There are several methods for writing a page that displays a count of the number of times it has been accessed. The most basic is to maintain the count in a file. When the page is requested, you open the file, read the count, increment it and write the new count back to the file and display it in the page. This has the advantage of being easy to implement and the disadvantage that it requires a counter file for each page that includes a hit count. It also doesn't work properly if two clients access the page at the same time, unless you implement some kind of locking protocol in the file access procedure. It's possible to reduce counter file litter by keeping multiple counts in a single file, but that makes it more difficult to access particular values within the file, and it doesn't solve the simultaneous-access problem. In fact, it makes it worse, because a multiple-counter file has a higher likelihood of being accessed by multiple clients simultaneously than does a single-counter file. So you end up implementing storage and retrieval methods for processing the file contents, and locking protocols to keep multiple processes from interfering with each other. Hmm . . . those sound suspiciously like the problems that MySQL already takes care of! Keeping the counts in the database centralizes them into a single table, SQL provides the storage and retrieval interface, and the locking problem goes away because MySQL serializes access to the table so that clients can't interfere with each other. Furthermore, depending on how you manage the counters, you may be able to update the counter and retrieve the new sequence value using a single query.
I'll assume that you want to log hits for more than one page. To do that, create a table that has one row for each page to be counted. This means it's necessary to have a unique identifier for each page, so that counters for different pages don't get mixed up. You could assign identifiers somehow, but it's easier just to use the page's path within your web tree. Web programming languages typically make this path easy to obtain; in fact, we've already discussed how to do so in Recipe 18.2. On that basis, you can create a hitcount table as follows:
CREATE TABLE hitcount ( path VARCHAR(255) BINARY NOT NULL, hits BIGINT UNSIGNED NOT NULL, PRIMARY KEY (path) );
This table definition involves some assumptions:
The BINARY keyword in the path column definition makes the column values case sensitive. That's appropriate for a web platform where pathnames are case sensitive, such as most versions of Unix. For Windows or for HFS+ filesystems under Mac OS X, filenames are not case sensitive, so you'd omit BINARY from the definition.

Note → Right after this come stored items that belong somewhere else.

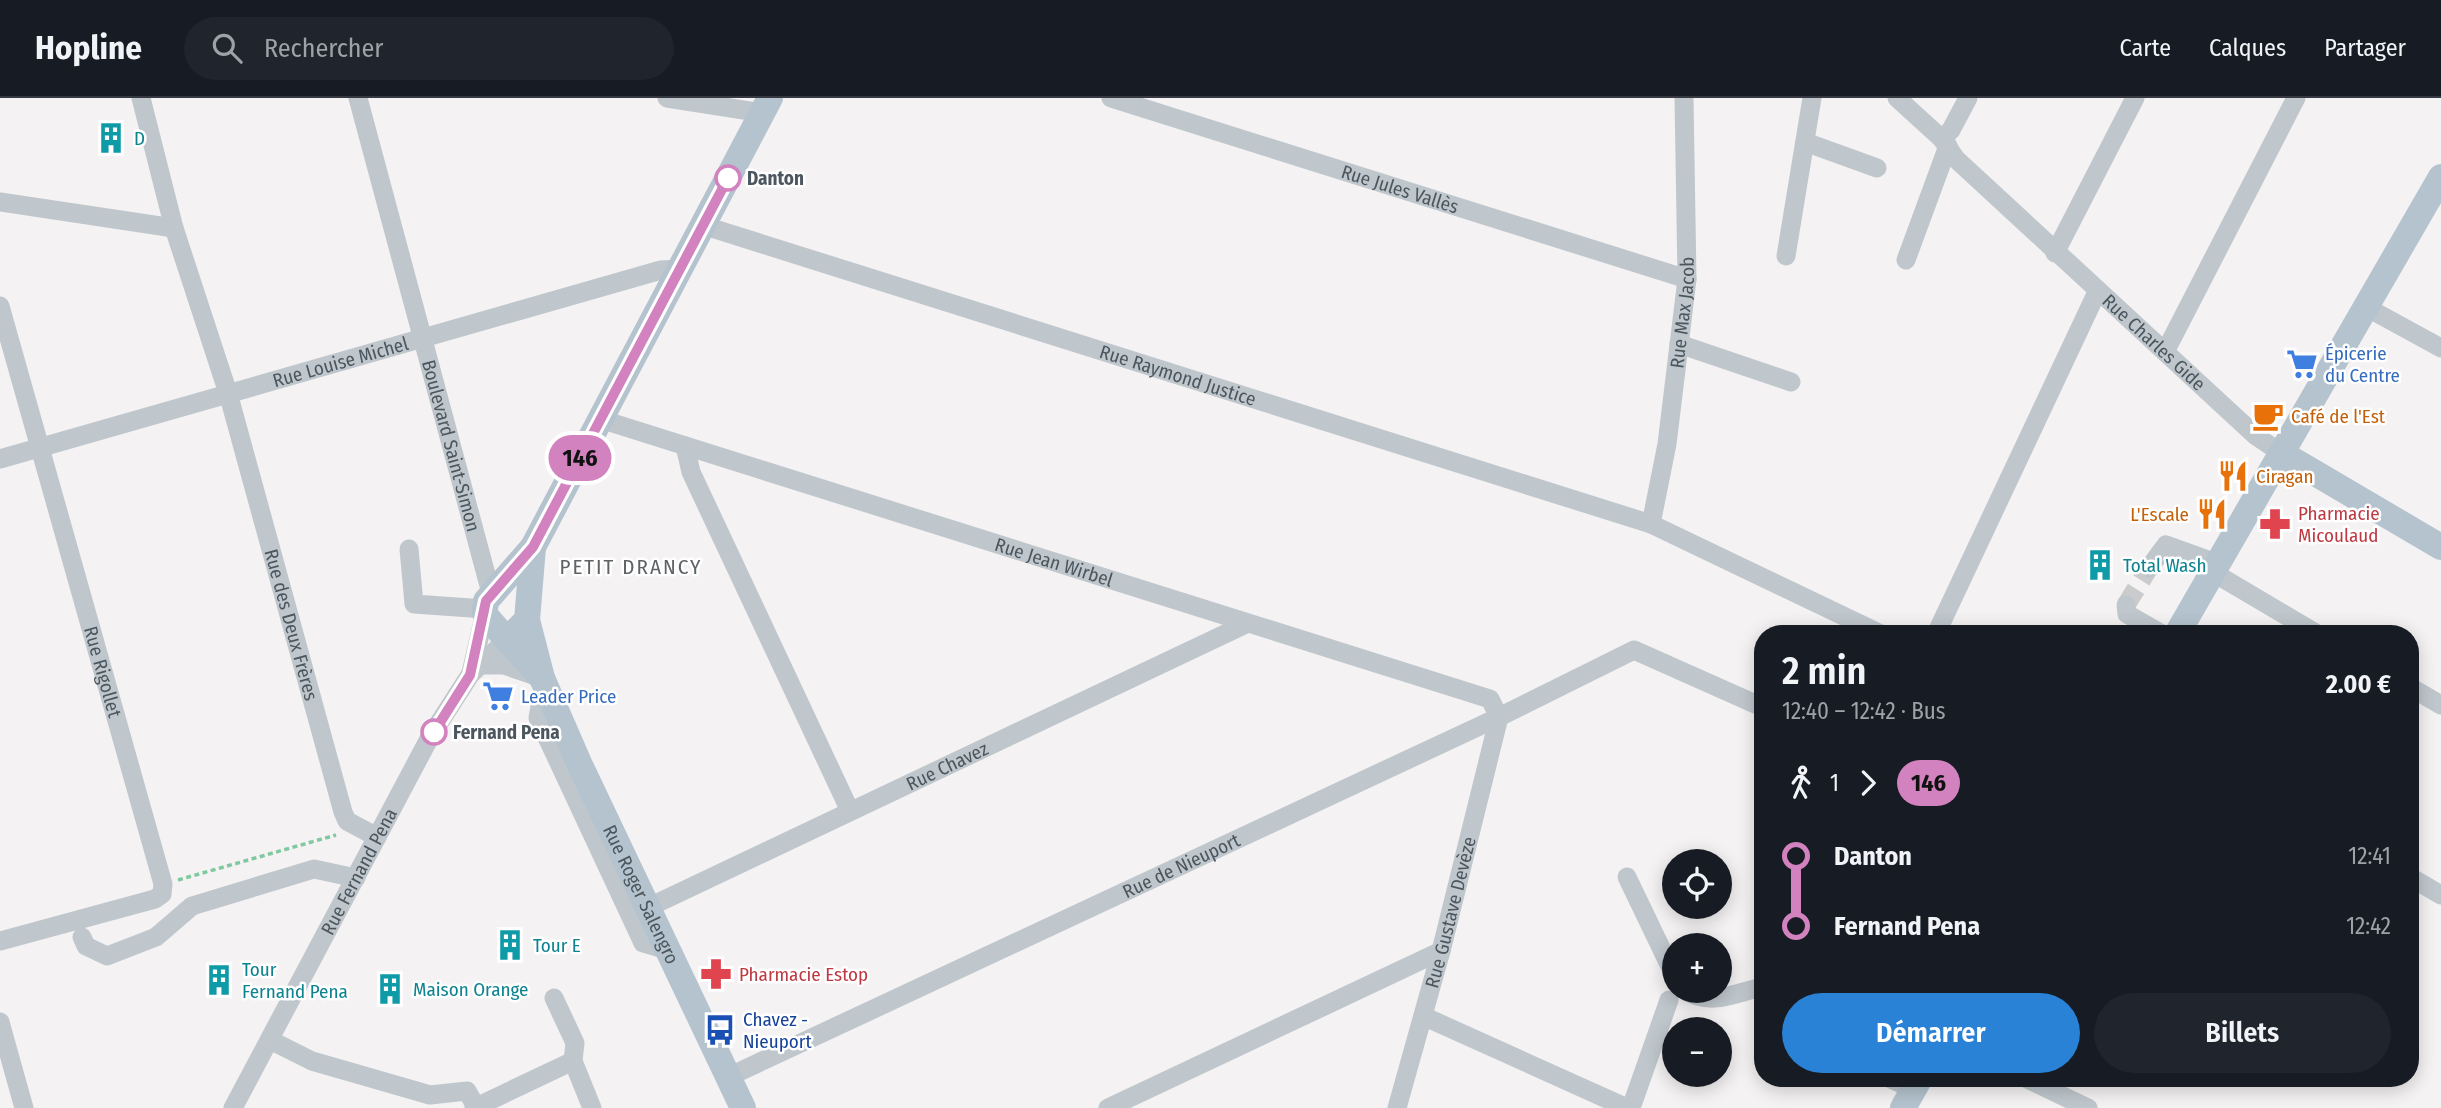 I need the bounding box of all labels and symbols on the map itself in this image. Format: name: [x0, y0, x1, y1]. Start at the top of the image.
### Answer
building icon: D: [94, 121, 128, 155]
place label: D: [134, 127, 145, 150]
street label: Rue Jules Vallès: [1338, 160, 1461, 219]
marker: Danton: [715, 165, 741, 191]
place label: Danton: [747, 167, 804, 190]
street label: Rue Max Jacob: [1665, 257, 1699, 370]
street label: Rue Charles Gide: [2098, 289, 2210, 395]
street label: Rue Louise Michel: [270, 332, 411, 392]
street label: Rue Raymond Justice: [1097, 340, 1259, 411]
place label: Épicerie du Centre: [2325, 342, 2400, 387]
supermarket icon: Épicerie du Centre: [2285, 347, 2319, 381]
street label: Boulevard Saint-Simon: [417, 357, 485, 534]
cafe icon: Café de l'Est: [2251, 399, 2285, 433]
place label: Café de l'Est: [2291, 405, 2386, 428]
line badge: 146: [540, 435, 620, 481]
restaurant icon: Ciragan: [2216, 459, 2250, 493]
place label: Ciragan: [2256, 465, 2314, 488]
restaurant icon: L'Escale: [2195, 497, 2229, 531]
place label: Pharmacie Micoulaud: [2298, 502, 2380, 547]
place label: L'Escale: [2130, 503, 2189, 526]
pharmacy icon: Pharmacie Micoulaud: [2258, 507, 2292, 541]
street label: Rue Jean Wirbel: [992, 533, 1116, 592]
street label: Rue des Deux Frères: [259, 546, 323, 703]
building icon: Total Wash: [2083, 548, 2117, 582]
district label: PETIT DRANCY: [560, 554, 702, 580]
place label: Total Wash: [2123, 554, 2206, 577]
street label: Rue Rigollet: [79, 624, 127, 721]
supermarket icon: Leader Price: [481, 679, 515, 713]
place label: Leader Price: [521, 685, 616, 708]
marker: Fernand Pena: [421, 719, 447, 745]
place label: Fernand Pena: [453, 721, 560, 744]
street label: Rue Chavez: [903, 737, 992, 795]
street label: Rue Fernand Pena: [316, 804, 402, 939]
street label: Rue Roger Salengro: [598, 821, 684, 968]
street label: Rue de Nieuport: [1119, 828, 1244, 903]
street label: Rue Gustave Devèze: [1420, 834, 1481, 991]
building icon: Tour E: [493, 928, 527, 962]
place label: Tour E: [533, 934, 581, 957]
pharmacy icon: Pharmacie Estop: [699, 957, 733, 991]
place label: Tour Fernand Pena: [242, 958, 348, 1003]
building icon: Tour Fernand Pena: [202, 963, 236, 997]
place label: Pharmacie Estop: [739, 963, 868, 986]
building icon: Maison Orange: [373, 972, 407, 1006]
place label: Maison Orange: [413, 978, 529, 1001]
place label: Chavez - Nieuport: [743, 1008, 812, 1053]
bus stop icon: Chavez - Nieuport: [703, 1013, 737, 1047] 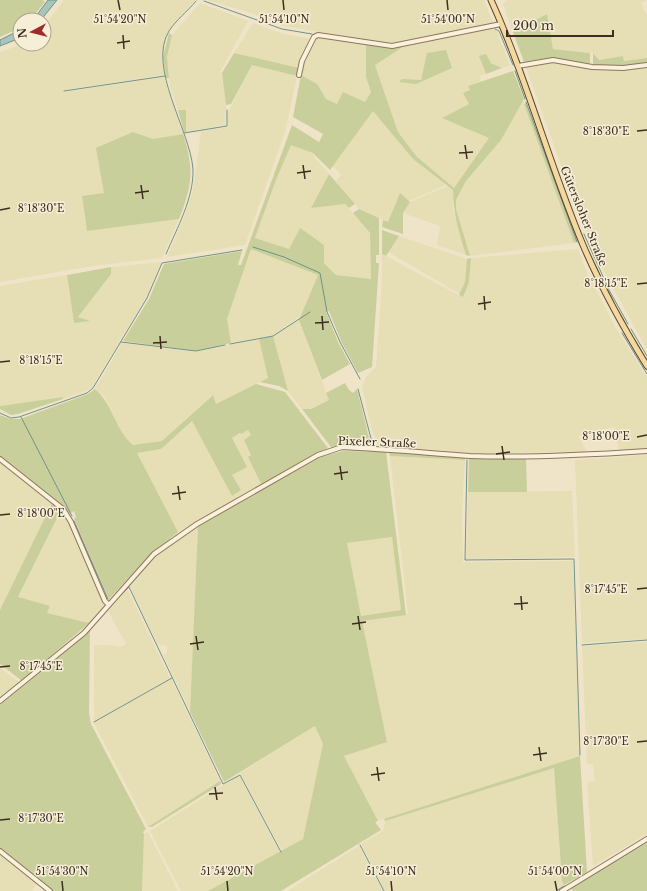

The path column has a maximum length of 255 characters, which limits you to page paths no longer than that. If you expect to require longer values, use a BLOB or TEXT type rather than VARCHAR. But in this case, you're still limited to indexing a maximum of the leftmost 255 characters of the column values, so you'd use a non-unique index rather than a PRIMARY KEY.
The mechanism works for a single document tree, such as when your web server is used to serve pages for a single domain. If you institute a hit count mechanism on a host that servers multiple virtual domains, you may want to add a column for the domain name. This value is available in the SERVER_NAME value that Apache puts into your script's environment. In this case, the hitcount table index would include both the hostname and the page path.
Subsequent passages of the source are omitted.